I don’t know what to say. My mind is finally present enough for me to post, but boy howdy, what do I say?

I have been on a roller coaster for the past several days and while it seems the ride is slowing down, I am definitely still on it.

My Prolozone injections went really well on Tuesday. There was less pain than ever before and I was able to get off the table and actually help Kat get me dressed. I walked, quite normally, out to the front desk with a smile on my face, which is a completely foreign occurance. Usually I am in so much pain that I am holding on to someone and inching gingerly along and I am doing anything but smiling. I started to pay my bill and Kat says I put my head down and started looking really strange. They immediately called Kim, my nurse, and she came rushing to my side. I could hear her talking to me about opening my mouth, but I couldn’t open my eyes or respond in any way to her. Then I collapsed to the floor. Kat and Kim caught me and fixed my legs so my hip joint wasn’t all wonky. They tell me I was out for quite a while and people were monitoring my blood pressure, pulse, and other vitals. I finally came to and was pretty shocked to be on the floor surrounded by people.

Then I passed out again.

And again.

And again.

A long while later I was able to be lifted into a wheelchair and taken to an exam room. After resting for about an hour I was able to walk out of the office, get in the van, and start heading home. I was doing really well. I was able to talk and gesticulate and think. When I got home, Kat situated me on the couch with my ice packs and I was able to say hello to my children and tell the girls to make dinner. My hip was sore, but I was doing better than I ever had done before after injections.

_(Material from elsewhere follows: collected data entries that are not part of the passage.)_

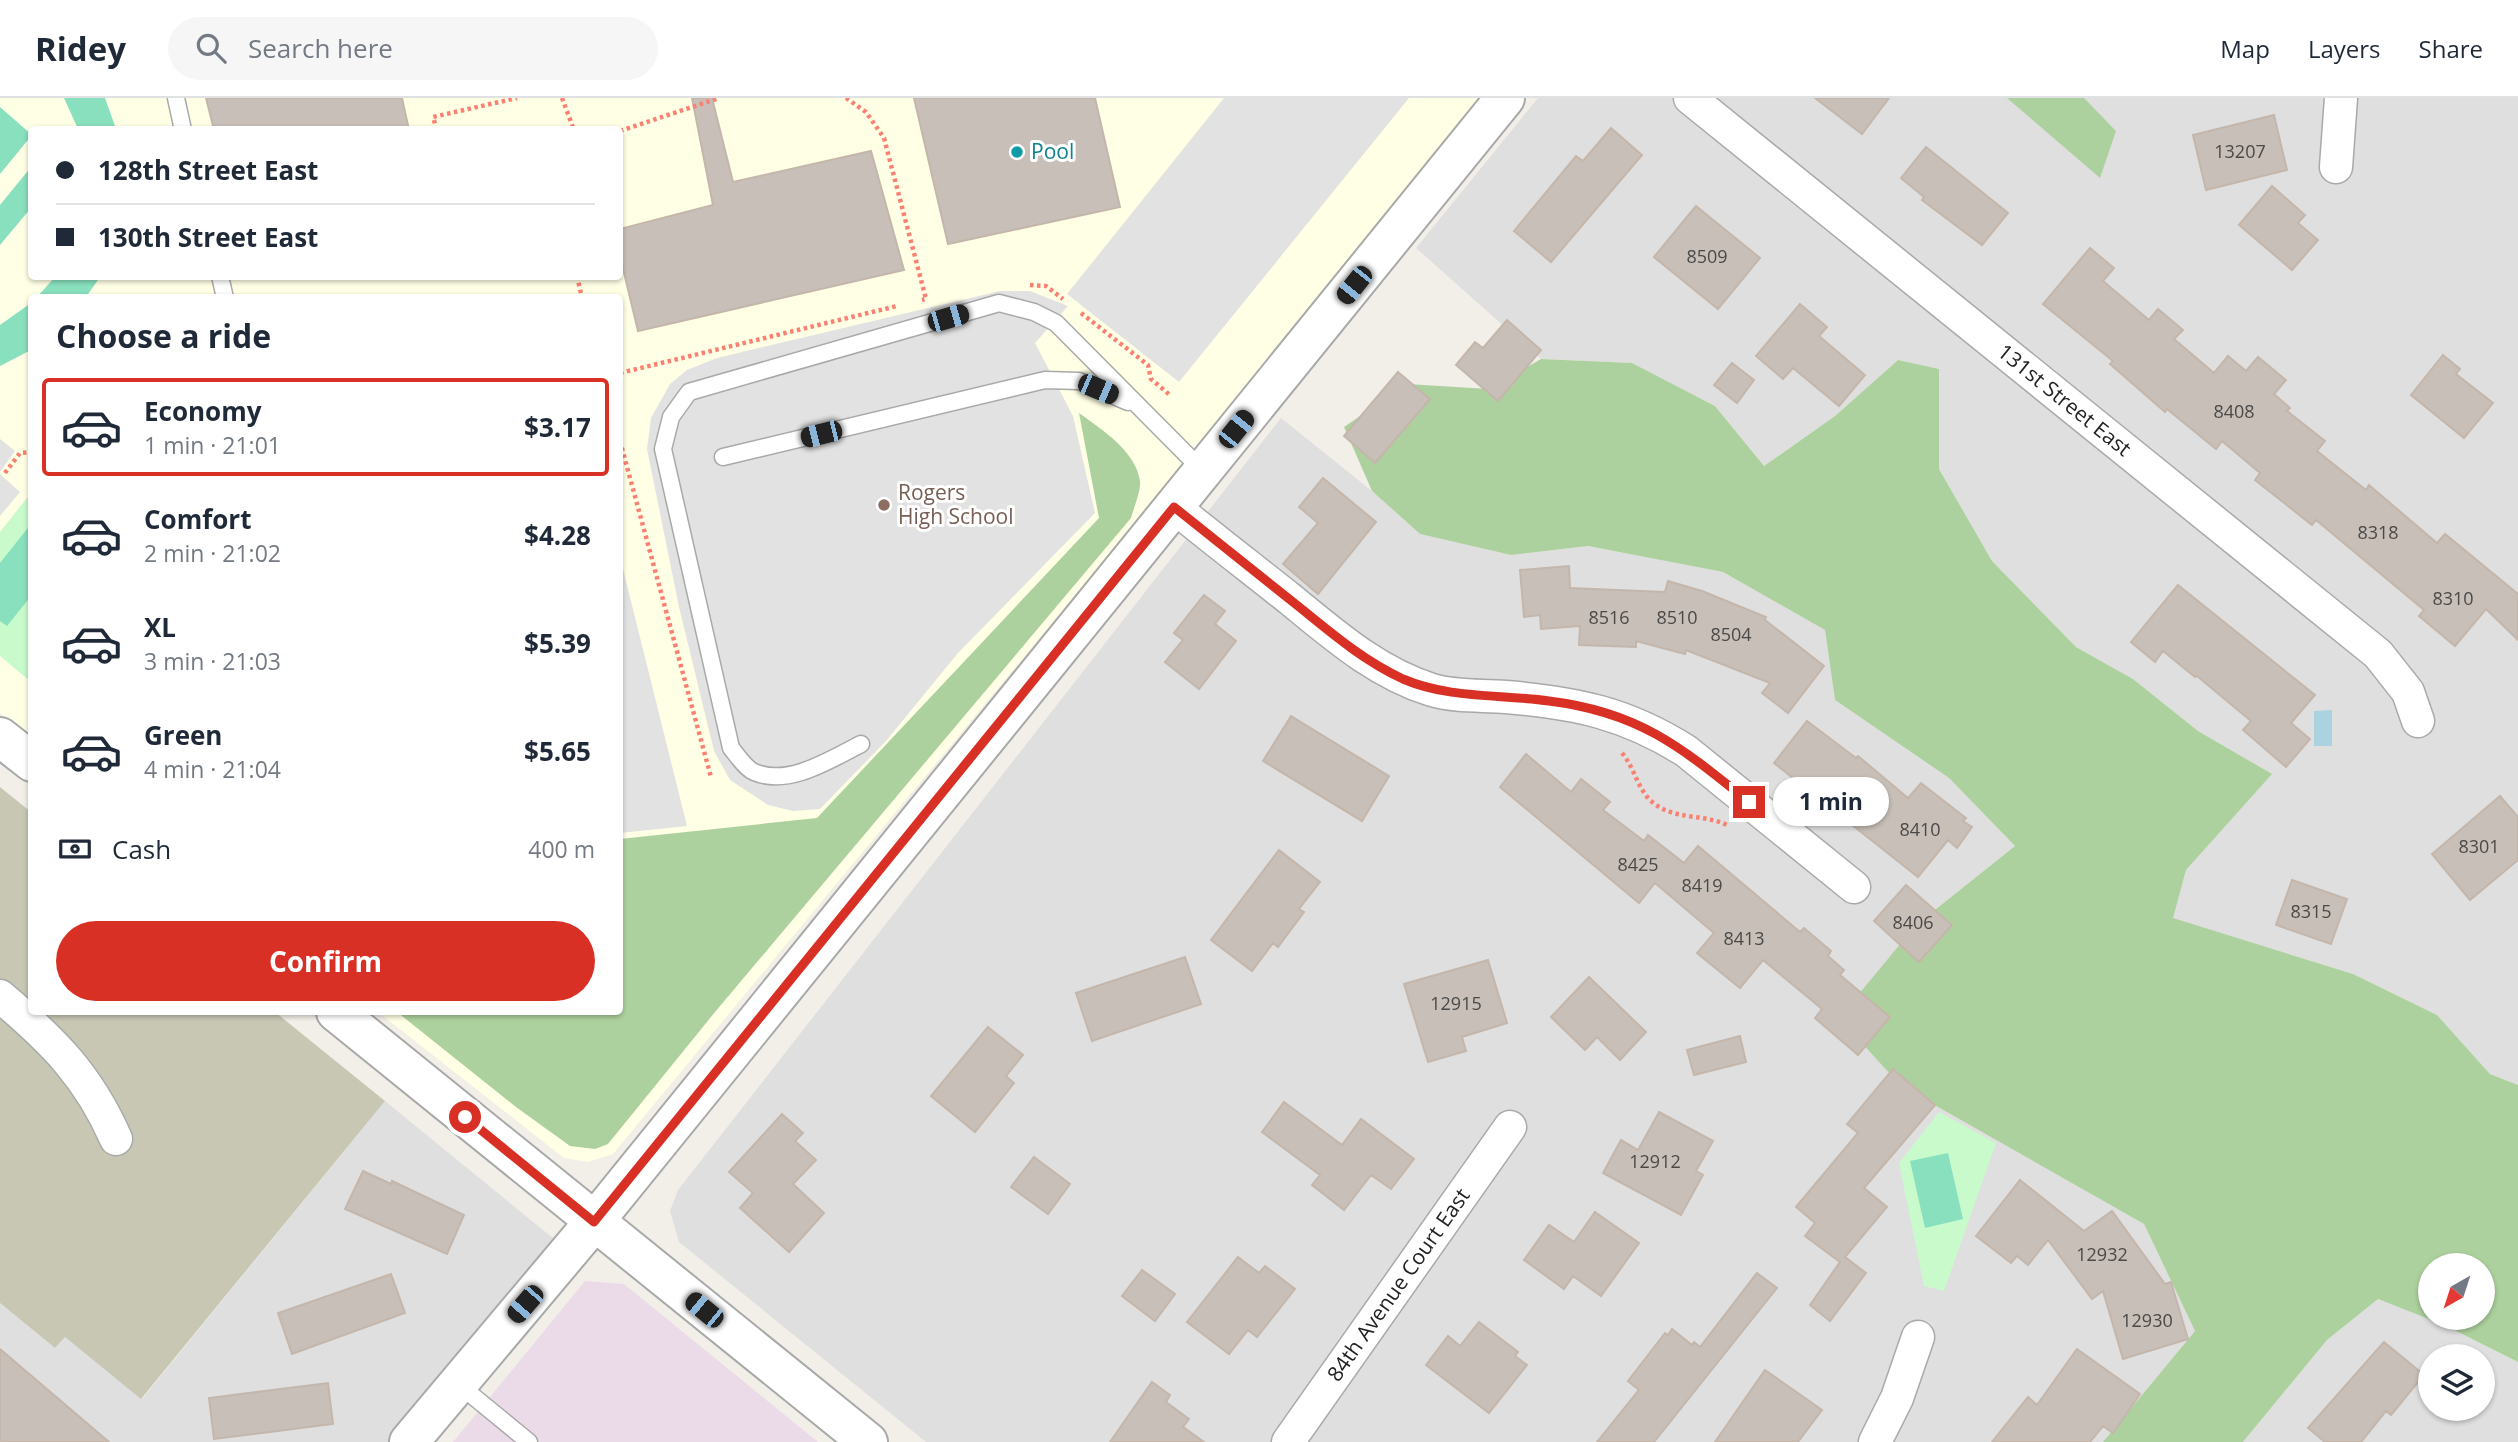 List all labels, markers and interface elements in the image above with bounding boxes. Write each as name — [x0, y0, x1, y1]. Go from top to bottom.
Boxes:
search box — [168, 17, 658, 80]
text: Ridey — [35, 26, 126, 71]
icon: search — [192, 29, 230, 67]
text: Search here — [248, 30, 393, 66]
text: Map — [2220, 32, 2270, 65]
text: Layers — [2308, 32, 2381, 65]
text: Share — [2419, 32, 2483, 65]
place label: Pool — [1031, 137, 1074, 165]
house number: 13207 — [2214, 139, 2266, 163]
marker: Pool — [1009, 144, 1025, 160]
text: 128th Street East — [98, 152, 318, 188]
text: 130th Street East — [98, 219, 318, 255]
house number: 8509 — [1686, 244, 1728, 268]
car — [1333, 262, 1376, 308]
car — [925, 302, 972, 334]
text: Choose a ride — [56, 314, 271, 357]
street label: 131st Street East — [1992, 337, 2137, 462]
car — [1075, 371, 1122, 407]
text: Economy — [144, 393, 262, 429]
icon: car — [60, 396, 123, 459]
house number: 8408 — [2213, 399, 2255, 423]
car — [1215, 406, 1258, 452]
text: $3.17 — [524, 409, 591, 445]
car — [799, 419, 844, 449]
text: 1 min · 21:01 — [144, 429, 281, 461]
place label: Rogers High School — [898, 478, 1014, 530]
marker: Rogers High School — [876, 497, 892, 513]
text: Comfort — [144, 501, 251, 537]
icon: car — [60, 504, 123, 567]
text: $4.28 — [524, 517, 591, 553]
house number: 8318 — [2357, 520, 2399, 544]
text: 2 min · 21:02 — [144, 537, 281, 569]
house number: 8310 — [2432, 586, 2474, 610]
house number: 8516 — [1588, 605, 1630, 629]
house number: 8510 — [1656, 605, 1698, 629]
text: XL — [144, 609, 176, 645]
icon: car — [60, 612, 123, 675]
house number: 8504 — [1710, 622, 1752, 646]
text: $5.39 — [524, 625, 591, 661]
text: 3 min · 21:03 — [144, 645, 281, 677]
text: Green — [144, 717, 222, 753]
icon: car — [60, 720, 123, 783]
text: $5.65 — [524, 733, 591, 769]
text: 4 min · 21:04 — [144, 753, 281, 785]
callout: 1 min — [1774, 778, 1889, 826]
text: 1 min — [1799, 785, 1863, 817]
route end — [1733, 786, 1765, 818]
house number: 8410 — [1899, 817, 1941, 841]
icon: cash — [56, 830, 94, 868]
text: Cash — [112, 831, 171, 867]
text: 400 m — [528, 833, 595, 865]
house number: 8301 — [2458, 834, 2500, 858]
house number: 8425 — [1617, 852, 1659, 876]
house number: 8419 — [1681, 873, 1723, 897]
house number: 8315 — [2290, 899, 2332, 923]
house number: 8406 — [1892, 910, 1934, 934]
button: Confirm — [56, 921, 595, 1001]
house number: 8413 — [1723, 926, 1765, 950]
house number: 12915 — [1430, 991, 1482, 1015]
route start — [449, 1101, 481, 1133]
house number: 12912 — [1629, 1149, 1681, 1173]
street label: 84th Avenue Court East — [1320, 1183, 1475, 1386]
house number: 12932 — [2076, 1242, 2128, 1266]
north arrow — [2418, 1253, 2496, 1330]
map controls — [2418, 1253, 2495, 1421]
car — [504, 1281, 547, 1327]
car — [682, 1289, 727, 1331]
house number: 12930 — [2121, 1308, 2173, 1332]
button: layers — [2418, 1344, 2495, 1421]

The girls left for mutual and then the trouble started all over again, except this time there was a new symptom, shaking. My whole body would start shaking and then everything would go limp and I would pass out. This happened over and over and over all night long.

The next day I felt really well. My friend Jen came over to get my children registered for their iFamily classes and to take care of me. I had about 1.5 good hours where I was able to communicate, then I got up to the bathroom and passed out. As I laid on the floor with Jen, the shaking episodes started again and didn’t stop. Around this time we determined they were really seizures. Poor Jen, she had this seizing, unconscious woman on her hands and nothing she could do to fix it.

When Jen and Blythe got me back in bed we were able to make a plan to get a massive infusion of iron, magnesium, potassium, B-vitamins and a gob of other yummy nutrients. Jen made some phone calls, got it all worked out and then I rested and passed out and rested and passed out. When it was time to go, I hobbled with Jen out to the front room and was feeling super proud of myself. Then I crashed to the floor again and seized and passed out. Eric and Jess walked in right then and Eric scooped me up in his manly arms and carried me out to the car like a little baby.

On the way to the doctor I had many more passing out episodes, but somehow they got me in the office and on the exam table. I had another seizure right after we arrived and I was scared to death they were going to give up on me all together and send me across the street to the emergency room. I am not a huge fan of modern medicine and REALLY not a fan of emergency room care unless you are bleeding profusely or your heart is stopped.

The doctor came in and I fell in love with him. He was funny, personable, knowledgeable, and not freaked out by the seizures or passing out. He listened to my little voice tell him the whole story, checked out my body, declared I have Ehlers Danlos syndrome (more on that later, but here is some reading you can do now that basically sums up my entire life) which I have long suspected might be at the root of my problems.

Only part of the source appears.